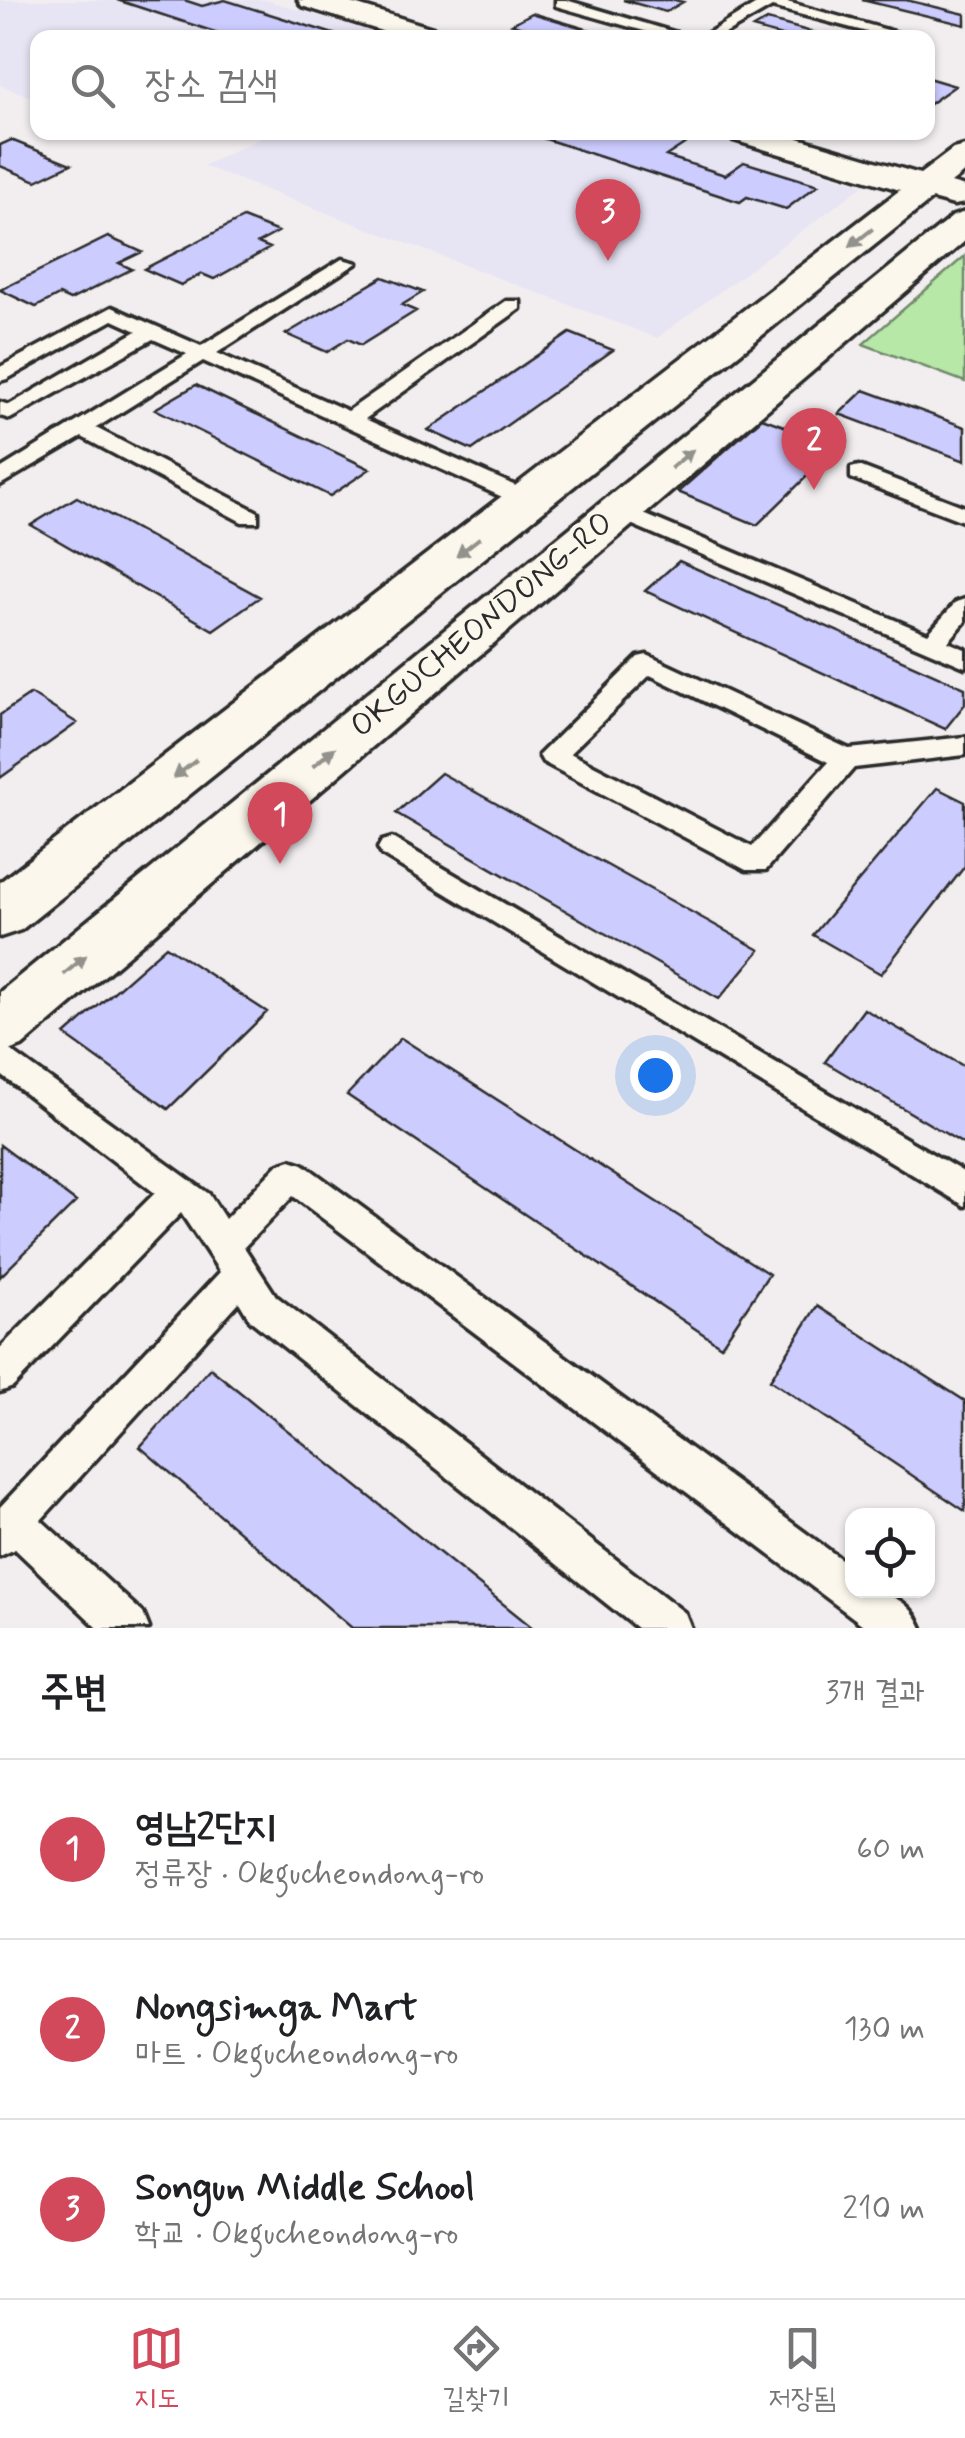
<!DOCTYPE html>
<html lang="ko">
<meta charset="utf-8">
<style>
body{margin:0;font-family:Mynerve,"Poor Story",sans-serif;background:#f2f2f2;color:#202124}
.controls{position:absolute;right:30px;bottom:30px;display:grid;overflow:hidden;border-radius:20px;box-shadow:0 2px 8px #0004}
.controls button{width:90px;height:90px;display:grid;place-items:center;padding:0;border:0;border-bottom:2px solid #e0e0e0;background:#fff;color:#202124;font:50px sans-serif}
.you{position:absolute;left:655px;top:1075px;width:35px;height:35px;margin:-25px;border:8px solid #fff;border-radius:50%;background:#1a73e8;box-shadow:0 0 0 15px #1a73e833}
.badge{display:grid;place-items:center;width:65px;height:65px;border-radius:50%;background:#d1495b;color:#fff;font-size:32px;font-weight:700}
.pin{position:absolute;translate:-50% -82px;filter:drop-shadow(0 2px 5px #0008)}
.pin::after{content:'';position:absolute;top:52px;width:35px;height:30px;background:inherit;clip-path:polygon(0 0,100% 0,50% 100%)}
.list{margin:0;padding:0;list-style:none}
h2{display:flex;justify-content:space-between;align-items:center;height:130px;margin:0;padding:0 40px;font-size:42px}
h2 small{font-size:32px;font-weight:400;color:#757577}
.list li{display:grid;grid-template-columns:65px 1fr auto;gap:30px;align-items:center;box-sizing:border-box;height:180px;padding:0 40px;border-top:2px solid #e0e0e0}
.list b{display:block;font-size:38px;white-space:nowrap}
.list p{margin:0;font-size:32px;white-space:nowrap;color:#757577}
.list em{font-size:32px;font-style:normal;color:#757577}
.icon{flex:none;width:55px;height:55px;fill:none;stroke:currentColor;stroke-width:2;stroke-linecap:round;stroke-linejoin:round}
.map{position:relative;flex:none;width:965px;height:1628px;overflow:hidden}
.search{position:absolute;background:#fff;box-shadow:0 2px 8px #0004;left:30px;right:30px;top:30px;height:110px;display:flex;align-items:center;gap:25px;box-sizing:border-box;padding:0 35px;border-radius:20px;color:#757577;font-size:38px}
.sheet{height:670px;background:#fff}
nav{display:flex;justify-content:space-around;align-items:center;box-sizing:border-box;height:140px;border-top:2px solid #e0e0e0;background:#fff;font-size:28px;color:#757577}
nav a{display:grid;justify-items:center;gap:5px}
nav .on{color:#d1495b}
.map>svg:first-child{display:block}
</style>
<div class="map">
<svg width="965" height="1628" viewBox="0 0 965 1628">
<rect width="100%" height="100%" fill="#f2eef0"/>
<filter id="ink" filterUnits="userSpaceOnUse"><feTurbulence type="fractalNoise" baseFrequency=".01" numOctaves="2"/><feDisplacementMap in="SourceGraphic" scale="20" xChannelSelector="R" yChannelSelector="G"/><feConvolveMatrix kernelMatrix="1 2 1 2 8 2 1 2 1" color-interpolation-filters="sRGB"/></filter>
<g filter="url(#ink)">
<path fill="#e7e4f4" d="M0 0H266L387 37 38 38 37 99 0 85Z
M695 132 864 185 657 338 203 166 270 133Z"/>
<path fill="#b7e8a8" stroke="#718a6a" stroke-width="2.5" d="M965 256V382L863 344Z"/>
<path fill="#cdccff" stroke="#2b2b2b" stroke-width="2.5" d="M117 0H184L202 6 225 0 346 38H233Z
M623 0H675L683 2 666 12Z
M862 0H906L965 14V25Z
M532 13 617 38H560L512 24Z
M767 20 834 38H788L753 28Z
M928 78 955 86 928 105Z
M524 132H650L686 143 666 156 725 175 744 162 818 185 786 209 747 197 740 202Z
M11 140 71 164 36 181 0 166V145Z
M243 218 278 232 258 243 270 248 214 279 202 274 181 285 144 269Z
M108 237 142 252 119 263 132 269 70 300 59 295 36 307 0 290Z
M383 277 423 292 402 305 416 311 361 345 348 339 327 352 286 334Z
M570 333 613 350 472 450 428 430Z
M196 385 370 469 330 496 155 409Z
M864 390 965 427V461L839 414Z
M762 418 838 446 757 525 678 492Z
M77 497 260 597 213 630 31 525Z
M679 561 965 688V704L945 729 645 591Z
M31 694 77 723 0 778V715Z
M441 773 760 950 719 999 396 813Z
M937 788 965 802V866L881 974 813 935Z
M166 946 267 1012 168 1109 65 1035Z
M864 1009 965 1067V1145L825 1062Z
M401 1038 769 1274 721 1346 347 1095Z
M0 1145 76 1202 0 1277Z
M817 1306 965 1401V1511L770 1380Z
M210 1368 533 1628H352L140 1447Z"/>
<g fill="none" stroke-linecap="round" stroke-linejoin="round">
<g stroke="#2b2b2b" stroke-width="7">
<path id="lane" d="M556 0H566L694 38H669L556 6Z
M763 0H780L916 38H890L772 7 718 38H700Z
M342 259 357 263 217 353 348 411 506 301H520V309L365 419 536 495V505H520L203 361 96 428 258 512V522H242L82 437 0 485V469L187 354 153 339 10 419 0 416V402L9 405 137 331 113 320 7 379 0 381V367L112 307 201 346Z
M859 466 965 507V522L851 478V468Z
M620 504 928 634 956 602 965 599V622L948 642 965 649V667L612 516V506Z
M647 655 849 749 965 737V755L854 768 766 870H746L543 762 539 755 638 657ZM650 675 828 762 752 847 570 753Z
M392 838 965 1173V1206L382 855 378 848 382 841Z
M0 1043 209 1194 225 1219 279 1164 291 1160 303 1164 852 1567V1590C883 1590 909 1597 922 1628H867L293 1196 244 1247 276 1296 685 1613 691 1628H637L250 1320 239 1302 41 1520 143 1613 149 1628H98L15 1549 0 1556V1507L220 1272 181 1213 13 1387 0 1392V1348L155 1193 0 1074Z"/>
</g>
<g stroke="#2b2b2b" stroke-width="7">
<path id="secondary" d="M298 0H341L446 32 450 38H404L302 6Z
M725 132H778L920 174 953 149 965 146V172L951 183 965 187V203L954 205 932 199 21 930 0 937V882L900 190 730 139Z
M965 212V241L22 1046 0 1054V992L953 216Z"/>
</g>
<use href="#lane" fill="#fbf7ec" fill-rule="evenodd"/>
<use href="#secondary" fill="#fbf7ec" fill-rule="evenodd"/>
</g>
<defs><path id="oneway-solid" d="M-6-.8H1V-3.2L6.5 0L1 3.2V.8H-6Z" transform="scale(2.5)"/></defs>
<g fill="#93918c">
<use href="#oneway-solid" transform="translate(861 238) rotate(142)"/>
<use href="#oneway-solid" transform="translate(682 459) rotate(-40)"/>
<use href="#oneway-solid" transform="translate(468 547) rotate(142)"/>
<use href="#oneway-solid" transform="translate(324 757) rotate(-40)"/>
<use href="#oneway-solid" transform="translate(185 769) rotate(142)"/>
<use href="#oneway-solid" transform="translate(75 965) rotate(-40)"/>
</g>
</g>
<g text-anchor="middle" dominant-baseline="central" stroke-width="8" stroke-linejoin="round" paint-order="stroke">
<g font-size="32" fill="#2b2b2b" stroke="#fbf7ec">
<text transform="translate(482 625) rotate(-40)">OKGUCHEONDONG-RO</text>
</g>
</g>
</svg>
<div class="controls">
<button><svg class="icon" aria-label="locate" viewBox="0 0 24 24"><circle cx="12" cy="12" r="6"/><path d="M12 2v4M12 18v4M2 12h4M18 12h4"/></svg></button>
</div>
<div class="you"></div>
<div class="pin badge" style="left:280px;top:864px">1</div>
<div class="pin badge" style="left:814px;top:490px">2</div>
<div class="pin badge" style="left:608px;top:261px">3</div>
<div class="search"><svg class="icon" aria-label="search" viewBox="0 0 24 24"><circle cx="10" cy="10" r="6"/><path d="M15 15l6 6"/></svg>장소 검색</div>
</div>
<section class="sheet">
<h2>주변<small>3개 결과</small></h2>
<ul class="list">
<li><span class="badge">1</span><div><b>영남2단지</b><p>정류장 · Okgucheondong-ro</p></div><em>60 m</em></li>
<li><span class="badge">2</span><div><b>Nongsimga Mart</b><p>마트 · Okgucheondong-ro</p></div><em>130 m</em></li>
<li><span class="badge">3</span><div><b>Songun Middle School</b><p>학교 · Okgucheondong-ro</p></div><em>210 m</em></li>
</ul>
</section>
<nav>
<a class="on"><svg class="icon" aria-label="map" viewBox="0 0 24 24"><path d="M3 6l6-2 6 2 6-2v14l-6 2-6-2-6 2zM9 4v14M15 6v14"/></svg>지도</a>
<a><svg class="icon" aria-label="directions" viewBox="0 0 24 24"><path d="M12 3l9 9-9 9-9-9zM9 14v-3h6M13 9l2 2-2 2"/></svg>길찾기</a>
<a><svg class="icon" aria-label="saved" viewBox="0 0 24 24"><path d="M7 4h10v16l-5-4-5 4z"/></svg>저장됨</a>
</nav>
┄┄┄┄┄┄
▶ [TRY IT]
Copy range, inclusive: the line holding "M77 497 260 597 213 630 31 525Z" to the line holding "M392 838 965". Reproduce exactly those lines of the records above and no others.

▶ [COMPLETED TASK]
M77 497 260 597 213 630 31 525Z
M679 561 965 688V704L945 729 645 591Z
M31 694 77 723 0 778V715Z
M441 773 760 950 719 999 396 813Z
M937 788 965 802V866L881 974 813 935Z
M166 946 267 1012 168 1109 65 1035Z
M864 1009 965 1067V1145L825 1062Z
M401 1038 769 1274 721 1346 347 1095Z
M0 1145 76 1202 0 1277Z
M817 1306 965 1401V1511L770 1380Z
M210 1368 533 1628H352L140 1447Z"/>
<g fill="none" stroke-linecap="round" stroke-linejoin="round">
<g stroke="#2b2b2b" stroke-width="7">
<path id="lane" d="M556 0H566L694 38H669L556 6Z
M763 0H780L916 38H890L772 7 718 38H700Z
M342 259 357 263 217 353 348 411 506 301H520V309L365 419 536 495V505H520L203 361 96 428 258 512V522H242L82 437 0 485V469L187 354 153 339 10 419 0 416V402L9 405 137 331 113 320 7 379 0 381V367L112 307 201 346Z
M859 466 965 507V522L851 478V468Z
M620 504 928 634 956 602 965 599V622L948 642 965 649V667L612 516V506Z
M647 655 849 749 965 737V755L854 768 766 870H746L543 762 539 755 638 657ZM650 675 828 762 752 847 570 753Z
M392 838 965 1173V1206L382 855 378 848 382 841Z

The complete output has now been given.